● **The task**
Could you retype exactly the lines running from the line with "M673,363L707,394L657,447L624,417Z" to the end of the data, both included, and nothing else?

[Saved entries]
○ ○ ○ ○

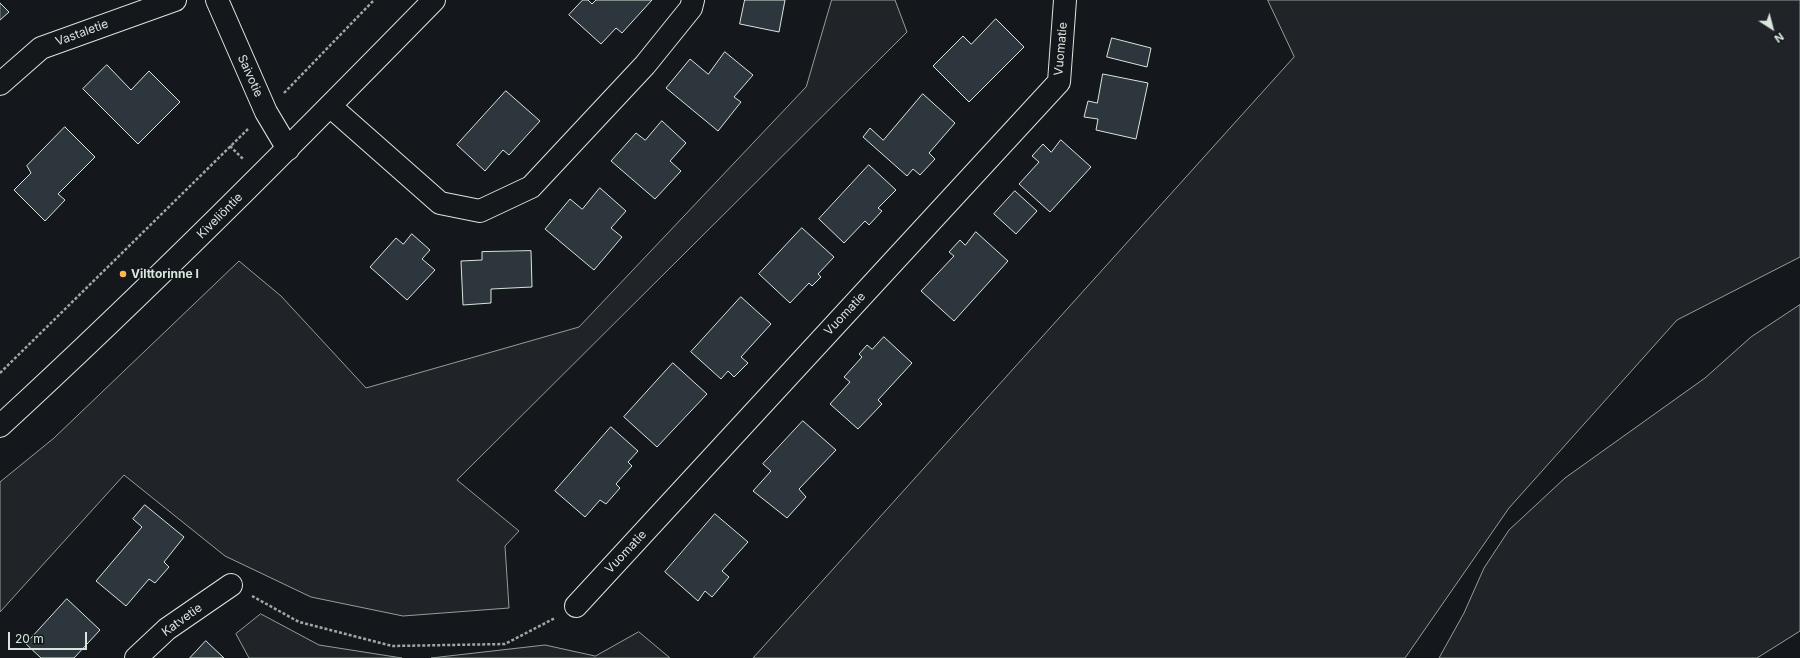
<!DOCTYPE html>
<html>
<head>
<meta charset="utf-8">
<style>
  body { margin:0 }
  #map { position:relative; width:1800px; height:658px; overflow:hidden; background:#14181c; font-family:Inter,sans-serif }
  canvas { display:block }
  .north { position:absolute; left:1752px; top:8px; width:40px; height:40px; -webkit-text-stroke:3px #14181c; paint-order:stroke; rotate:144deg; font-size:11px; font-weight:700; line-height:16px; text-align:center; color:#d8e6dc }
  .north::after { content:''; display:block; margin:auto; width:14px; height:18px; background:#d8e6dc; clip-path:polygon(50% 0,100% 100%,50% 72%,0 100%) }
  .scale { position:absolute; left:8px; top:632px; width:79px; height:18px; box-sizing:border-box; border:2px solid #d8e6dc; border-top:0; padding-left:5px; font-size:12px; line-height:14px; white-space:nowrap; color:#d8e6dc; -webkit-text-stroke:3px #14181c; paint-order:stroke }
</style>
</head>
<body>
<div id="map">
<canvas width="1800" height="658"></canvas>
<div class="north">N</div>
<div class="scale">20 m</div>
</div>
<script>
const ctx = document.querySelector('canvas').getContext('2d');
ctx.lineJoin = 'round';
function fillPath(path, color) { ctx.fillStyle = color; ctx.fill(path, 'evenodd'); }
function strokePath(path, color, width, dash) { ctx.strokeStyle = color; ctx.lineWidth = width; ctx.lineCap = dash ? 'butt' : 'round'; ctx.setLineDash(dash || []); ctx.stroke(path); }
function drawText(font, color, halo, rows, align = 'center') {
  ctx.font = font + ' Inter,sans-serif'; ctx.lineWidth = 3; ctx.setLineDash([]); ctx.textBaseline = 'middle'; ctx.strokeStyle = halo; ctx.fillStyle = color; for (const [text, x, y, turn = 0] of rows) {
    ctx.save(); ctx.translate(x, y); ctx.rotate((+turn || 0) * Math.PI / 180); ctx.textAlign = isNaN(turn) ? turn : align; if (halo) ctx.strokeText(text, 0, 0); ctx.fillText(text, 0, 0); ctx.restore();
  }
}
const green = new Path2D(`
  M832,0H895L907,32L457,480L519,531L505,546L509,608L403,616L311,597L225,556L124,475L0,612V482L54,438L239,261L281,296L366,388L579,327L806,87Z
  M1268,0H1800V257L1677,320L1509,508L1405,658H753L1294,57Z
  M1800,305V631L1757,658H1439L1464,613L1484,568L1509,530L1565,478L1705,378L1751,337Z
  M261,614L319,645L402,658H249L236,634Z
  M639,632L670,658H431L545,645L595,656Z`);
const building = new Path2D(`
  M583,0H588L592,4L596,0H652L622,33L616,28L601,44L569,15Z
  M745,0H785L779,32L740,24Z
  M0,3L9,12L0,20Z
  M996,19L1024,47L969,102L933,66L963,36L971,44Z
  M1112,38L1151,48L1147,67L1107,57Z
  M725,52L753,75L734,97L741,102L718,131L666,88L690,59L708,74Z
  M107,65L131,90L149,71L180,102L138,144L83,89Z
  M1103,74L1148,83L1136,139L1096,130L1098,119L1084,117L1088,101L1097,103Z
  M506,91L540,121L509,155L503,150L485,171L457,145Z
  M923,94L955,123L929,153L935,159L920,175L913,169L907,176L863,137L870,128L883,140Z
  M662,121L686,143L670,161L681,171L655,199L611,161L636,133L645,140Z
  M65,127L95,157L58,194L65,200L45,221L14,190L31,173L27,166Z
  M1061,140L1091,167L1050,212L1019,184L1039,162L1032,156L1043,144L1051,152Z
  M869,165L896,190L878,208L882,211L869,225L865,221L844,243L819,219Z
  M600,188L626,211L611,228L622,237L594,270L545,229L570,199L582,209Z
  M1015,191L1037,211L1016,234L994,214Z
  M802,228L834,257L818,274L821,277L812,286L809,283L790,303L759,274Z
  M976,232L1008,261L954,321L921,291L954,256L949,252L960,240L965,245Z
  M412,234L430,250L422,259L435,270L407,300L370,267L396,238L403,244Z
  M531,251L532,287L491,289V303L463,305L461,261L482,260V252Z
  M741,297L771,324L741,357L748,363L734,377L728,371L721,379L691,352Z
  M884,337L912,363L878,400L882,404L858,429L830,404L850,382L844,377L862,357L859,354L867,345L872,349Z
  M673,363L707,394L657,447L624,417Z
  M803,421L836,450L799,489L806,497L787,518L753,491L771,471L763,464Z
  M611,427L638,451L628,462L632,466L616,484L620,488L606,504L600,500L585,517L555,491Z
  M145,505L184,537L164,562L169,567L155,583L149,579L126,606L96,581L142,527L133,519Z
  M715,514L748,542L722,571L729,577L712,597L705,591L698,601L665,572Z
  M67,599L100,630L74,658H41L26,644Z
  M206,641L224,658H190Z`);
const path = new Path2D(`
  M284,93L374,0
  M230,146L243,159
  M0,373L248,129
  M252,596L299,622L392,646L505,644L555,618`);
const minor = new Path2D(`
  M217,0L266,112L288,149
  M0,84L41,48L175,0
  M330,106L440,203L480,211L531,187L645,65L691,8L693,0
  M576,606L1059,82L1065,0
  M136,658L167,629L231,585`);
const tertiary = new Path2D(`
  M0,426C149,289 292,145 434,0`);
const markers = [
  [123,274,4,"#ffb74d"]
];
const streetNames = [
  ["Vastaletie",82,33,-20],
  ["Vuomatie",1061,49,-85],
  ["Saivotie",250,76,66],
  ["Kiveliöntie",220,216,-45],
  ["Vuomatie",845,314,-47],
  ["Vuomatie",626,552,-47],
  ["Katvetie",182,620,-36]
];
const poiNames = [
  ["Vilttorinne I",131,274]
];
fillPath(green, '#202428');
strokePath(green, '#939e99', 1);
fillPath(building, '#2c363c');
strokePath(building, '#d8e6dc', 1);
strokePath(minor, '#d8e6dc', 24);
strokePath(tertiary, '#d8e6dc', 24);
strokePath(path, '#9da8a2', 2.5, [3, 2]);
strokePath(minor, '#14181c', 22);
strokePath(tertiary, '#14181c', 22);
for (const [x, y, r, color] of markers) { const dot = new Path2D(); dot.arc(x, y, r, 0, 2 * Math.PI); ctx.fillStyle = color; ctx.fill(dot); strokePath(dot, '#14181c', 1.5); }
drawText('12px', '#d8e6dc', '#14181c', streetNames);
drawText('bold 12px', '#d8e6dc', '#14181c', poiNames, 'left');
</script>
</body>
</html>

○ ○ ○ ○

● **Output**
  M673,363L707,394L657,447L624,417Z
  M803,421L836,450L799,489L806,497L787,518L753,491L771,471L763,464Z
  M611,427L638,451L628,462L632,466L616,484L620,488L606,504L600,500L585,517L555,491Z
  M145,505L184,537L164,562L169,567L155,583L149,579L126,606L96,581L142,527L133,519Z
  M715,514L748,542L722,571L729,577L712,597L705,591L698,601L665,572Z
  M67,599L100,630L74,658H41L26,644Z
  M206,641L224,658H190Z`);
const path = new Path2D(`
  M284,93L374,0
  M230,146L243,159
  M0,373L248,129
  M252,596L299,622L392,646L505,644L555,618`);
const minor = new Path2D(`
  M217,0L266,112L288,149
  M0,84L41,48L175,0
  M330,106L440,203L480,211L531,187L645,65L691,8L693,0
  M576,606L1059,82L1065,0
  M136,658L167,629L231,585`);
const tertiary = new Path2D(`
  M0,426C149,289 292,145 434,0`);
const markers = [
  [123,274,4,"#ffb74d"]
];
const streetNames = [
  ["Vastaletie",82,33,-20],
  ["Vuomatie",1061,49,-85],
  ["Saivotie",250,76,66],
  ["Kiveliöntie",220,216,-45],
  ["Vuomatie",845,314,-47],
  ["Vuomatie",626,552,-47],
  ["Katvetie",182,620,-36]
];
const poiNames = [
  ["Vilttorinne I",131,274]
];
fillPath(green, '#202428');
strokePath(green, '#939e99', 1);
fillPath(building, '#2c363c');
strokePath(building, '#d8e6dc', 1);
strokePath(minor, '#d8e6dc', 24);
strokePath(tertiary, '#d8e6dc', 24);
strokePath(path, '#9da8a2', 2.5, [3, 2]);
strokePath(minor, '#14181c', 22);
strokePath(tertiary, '#14181c', 22);
for (const [x, y, r, color] of markers) { const dot = new Path2D(); dot.arc(x, y, r, 0, 2 * Math.PI); ctx.fillStyle = color; ctx.fill(dot); strokePath(dot, '#14181c', 1.5); }
drawText('12px', '#d8e6dc', '#14181c', streetNames);
drawText('bold 12px', '#d8e6dc', '#14181c', poiNames, 'left');
</script>
</body>
</html>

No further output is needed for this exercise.